## Intro - Northwoods Airlines Analysis - Databricks

Client Northwoods Airlines requests POV using both Snowflake and Databricks.  This is part of an investigation into the benefits of using these platforms.

This is the **Databricks** Analysis.

The data owners have provided datasets for airports, airlines and flights and shared it over [Google Drive](https://drive.google.com/drive/folders/18Mkt2Ku3gIxenT-zjYi68kcufpcvNwbv).

## Assumptions

- Data is good.  No mayor cleaning needs to be performed.

## Reports

The following reports are exemplary of the industry reporting and insight gathering as competitive advantages.

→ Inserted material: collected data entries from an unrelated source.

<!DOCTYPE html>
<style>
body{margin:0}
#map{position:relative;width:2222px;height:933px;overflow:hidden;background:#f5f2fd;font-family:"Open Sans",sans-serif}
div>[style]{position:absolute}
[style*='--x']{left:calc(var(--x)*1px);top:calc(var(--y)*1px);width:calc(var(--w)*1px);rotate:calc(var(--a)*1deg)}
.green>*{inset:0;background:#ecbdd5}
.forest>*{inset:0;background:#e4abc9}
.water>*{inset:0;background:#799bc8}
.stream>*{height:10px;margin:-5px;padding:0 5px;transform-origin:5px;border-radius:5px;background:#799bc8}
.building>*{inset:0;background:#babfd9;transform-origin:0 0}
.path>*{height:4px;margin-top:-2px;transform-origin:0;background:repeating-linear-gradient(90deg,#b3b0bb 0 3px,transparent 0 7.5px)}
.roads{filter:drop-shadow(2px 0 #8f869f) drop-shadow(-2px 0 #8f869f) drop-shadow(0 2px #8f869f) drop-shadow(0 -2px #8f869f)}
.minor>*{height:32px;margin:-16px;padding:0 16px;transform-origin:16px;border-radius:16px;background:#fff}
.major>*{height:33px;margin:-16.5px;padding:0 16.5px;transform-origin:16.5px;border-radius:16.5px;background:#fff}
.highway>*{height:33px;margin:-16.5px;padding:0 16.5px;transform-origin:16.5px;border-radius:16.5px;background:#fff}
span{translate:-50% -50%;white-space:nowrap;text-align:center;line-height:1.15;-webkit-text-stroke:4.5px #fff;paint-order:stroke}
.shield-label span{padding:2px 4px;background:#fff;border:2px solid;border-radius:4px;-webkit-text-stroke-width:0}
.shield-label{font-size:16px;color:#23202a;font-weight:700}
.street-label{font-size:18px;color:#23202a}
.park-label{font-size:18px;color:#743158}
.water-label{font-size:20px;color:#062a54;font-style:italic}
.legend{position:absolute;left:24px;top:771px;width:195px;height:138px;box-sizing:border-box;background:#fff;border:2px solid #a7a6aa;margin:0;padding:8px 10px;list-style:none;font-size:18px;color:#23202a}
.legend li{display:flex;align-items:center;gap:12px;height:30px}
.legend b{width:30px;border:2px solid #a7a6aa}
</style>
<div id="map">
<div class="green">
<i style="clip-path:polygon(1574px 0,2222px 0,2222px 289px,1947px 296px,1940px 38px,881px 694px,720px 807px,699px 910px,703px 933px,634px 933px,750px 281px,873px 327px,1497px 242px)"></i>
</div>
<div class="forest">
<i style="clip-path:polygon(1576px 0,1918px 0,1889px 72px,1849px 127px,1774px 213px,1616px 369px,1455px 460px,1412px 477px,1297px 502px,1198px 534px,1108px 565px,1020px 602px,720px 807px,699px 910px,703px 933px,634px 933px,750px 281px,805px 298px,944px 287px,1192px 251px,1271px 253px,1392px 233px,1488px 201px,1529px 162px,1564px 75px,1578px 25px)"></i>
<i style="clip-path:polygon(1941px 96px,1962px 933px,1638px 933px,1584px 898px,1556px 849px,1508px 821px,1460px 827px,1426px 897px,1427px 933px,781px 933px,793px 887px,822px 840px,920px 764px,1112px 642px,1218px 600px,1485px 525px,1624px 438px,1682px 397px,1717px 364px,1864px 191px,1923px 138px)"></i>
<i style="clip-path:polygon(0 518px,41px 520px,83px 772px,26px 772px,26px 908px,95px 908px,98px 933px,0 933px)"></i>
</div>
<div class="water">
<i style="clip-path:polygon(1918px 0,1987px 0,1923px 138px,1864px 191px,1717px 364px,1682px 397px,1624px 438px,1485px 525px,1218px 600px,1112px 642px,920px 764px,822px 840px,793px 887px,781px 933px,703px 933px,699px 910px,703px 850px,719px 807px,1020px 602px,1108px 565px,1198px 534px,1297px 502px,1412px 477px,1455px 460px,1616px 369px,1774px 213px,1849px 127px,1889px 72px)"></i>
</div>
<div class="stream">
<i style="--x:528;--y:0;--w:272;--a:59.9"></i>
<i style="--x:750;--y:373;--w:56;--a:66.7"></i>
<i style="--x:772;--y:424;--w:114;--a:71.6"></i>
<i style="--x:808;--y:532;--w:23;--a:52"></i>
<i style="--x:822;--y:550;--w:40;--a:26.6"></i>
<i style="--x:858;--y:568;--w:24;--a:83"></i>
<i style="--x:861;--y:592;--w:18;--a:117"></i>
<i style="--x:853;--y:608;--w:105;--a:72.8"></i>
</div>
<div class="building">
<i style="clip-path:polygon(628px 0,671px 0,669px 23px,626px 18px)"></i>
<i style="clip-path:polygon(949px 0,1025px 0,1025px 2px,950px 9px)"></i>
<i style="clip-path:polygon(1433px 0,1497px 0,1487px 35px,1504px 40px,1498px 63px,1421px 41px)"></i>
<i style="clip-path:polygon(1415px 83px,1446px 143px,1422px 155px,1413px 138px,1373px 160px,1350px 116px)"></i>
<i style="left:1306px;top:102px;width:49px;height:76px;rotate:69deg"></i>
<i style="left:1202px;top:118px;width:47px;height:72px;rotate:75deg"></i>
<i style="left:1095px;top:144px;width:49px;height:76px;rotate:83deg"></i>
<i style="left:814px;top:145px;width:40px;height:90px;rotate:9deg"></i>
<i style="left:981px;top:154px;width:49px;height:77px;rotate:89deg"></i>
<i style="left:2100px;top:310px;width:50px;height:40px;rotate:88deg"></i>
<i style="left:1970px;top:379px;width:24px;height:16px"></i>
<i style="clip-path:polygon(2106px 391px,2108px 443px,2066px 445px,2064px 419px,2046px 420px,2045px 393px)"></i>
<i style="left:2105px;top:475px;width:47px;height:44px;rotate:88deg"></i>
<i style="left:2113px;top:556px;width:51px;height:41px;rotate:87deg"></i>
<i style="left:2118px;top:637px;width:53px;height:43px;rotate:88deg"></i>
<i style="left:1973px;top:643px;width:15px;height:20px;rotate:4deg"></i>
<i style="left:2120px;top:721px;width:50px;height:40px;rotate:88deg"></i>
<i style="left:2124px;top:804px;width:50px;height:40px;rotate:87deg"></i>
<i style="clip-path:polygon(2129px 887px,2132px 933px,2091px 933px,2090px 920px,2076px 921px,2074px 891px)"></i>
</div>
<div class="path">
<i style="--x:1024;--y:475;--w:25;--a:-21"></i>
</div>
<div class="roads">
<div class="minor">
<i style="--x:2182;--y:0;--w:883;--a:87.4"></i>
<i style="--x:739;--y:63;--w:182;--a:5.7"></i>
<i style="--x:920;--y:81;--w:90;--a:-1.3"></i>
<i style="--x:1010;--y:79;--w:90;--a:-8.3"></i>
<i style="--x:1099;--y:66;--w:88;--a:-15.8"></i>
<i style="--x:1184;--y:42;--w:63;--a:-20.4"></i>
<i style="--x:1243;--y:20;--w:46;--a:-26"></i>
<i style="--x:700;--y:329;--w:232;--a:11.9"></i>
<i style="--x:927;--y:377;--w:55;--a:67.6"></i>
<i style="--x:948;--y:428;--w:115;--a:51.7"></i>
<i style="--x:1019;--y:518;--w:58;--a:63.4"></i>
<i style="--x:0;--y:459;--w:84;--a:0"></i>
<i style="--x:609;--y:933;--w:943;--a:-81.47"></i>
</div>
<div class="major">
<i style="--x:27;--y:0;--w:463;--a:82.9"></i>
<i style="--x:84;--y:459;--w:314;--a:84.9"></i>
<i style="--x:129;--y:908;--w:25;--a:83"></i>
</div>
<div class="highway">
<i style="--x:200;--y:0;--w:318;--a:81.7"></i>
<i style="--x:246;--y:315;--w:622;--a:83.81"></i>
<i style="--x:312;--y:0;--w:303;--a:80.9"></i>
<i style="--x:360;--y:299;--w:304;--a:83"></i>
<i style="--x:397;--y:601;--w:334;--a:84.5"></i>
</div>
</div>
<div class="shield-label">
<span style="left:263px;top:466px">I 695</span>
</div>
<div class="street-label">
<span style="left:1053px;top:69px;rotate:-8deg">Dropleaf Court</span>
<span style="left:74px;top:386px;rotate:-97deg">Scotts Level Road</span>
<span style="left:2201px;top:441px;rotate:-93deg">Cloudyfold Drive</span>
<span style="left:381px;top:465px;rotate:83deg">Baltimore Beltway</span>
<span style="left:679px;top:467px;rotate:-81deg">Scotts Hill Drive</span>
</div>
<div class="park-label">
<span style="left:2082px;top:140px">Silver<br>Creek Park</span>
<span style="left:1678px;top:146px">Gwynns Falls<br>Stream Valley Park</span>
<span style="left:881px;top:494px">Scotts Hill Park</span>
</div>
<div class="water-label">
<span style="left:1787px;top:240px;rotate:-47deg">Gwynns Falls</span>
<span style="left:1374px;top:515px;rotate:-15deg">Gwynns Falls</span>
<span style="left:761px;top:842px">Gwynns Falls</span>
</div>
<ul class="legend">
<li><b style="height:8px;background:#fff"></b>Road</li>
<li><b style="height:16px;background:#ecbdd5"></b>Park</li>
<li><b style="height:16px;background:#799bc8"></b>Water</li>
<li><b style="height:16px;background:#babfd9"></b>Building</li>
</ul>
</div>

- Total Number Of Flights By Airline and Airport, Month Granularity
- On Time Percentage Per Airline For The Year 2015
- Airlines With The Largest Number Of Delays
- Cancelation Reasons By Airport
- Delay Reasons By Airport
- Airline With The Most Unique Route

## Data Prep

### Step 1 - Importing Customer Data

The customer provided data for flights, airlines and airports.

In [0]:
# Import data files provided by the customer and save them as dataframes.

df_airlines = spark.read.csv("/FileStore/tables/airlines.csv", header="true", inferSchema="true")

df_airports = spark.read.csv("/FileStore/tables/airports.csv", header="true", inferSchema="true")

df_flights = spark.read.csv("/FileStore/tables/partition_01.csv", header="true", inferSchema="true")

df_partition_02 = spark.read.csv("/FileStore/tables/partition_02.csv", header="true", inferSchema="true")
df_flights = df_flights.union(df_partition_02)

df_partition_03 = spark.read.csv("/FileStore/tables/partition_03.csv", header="true", inferSchema="true")
df_flights = df_flights.union(df_partition_03)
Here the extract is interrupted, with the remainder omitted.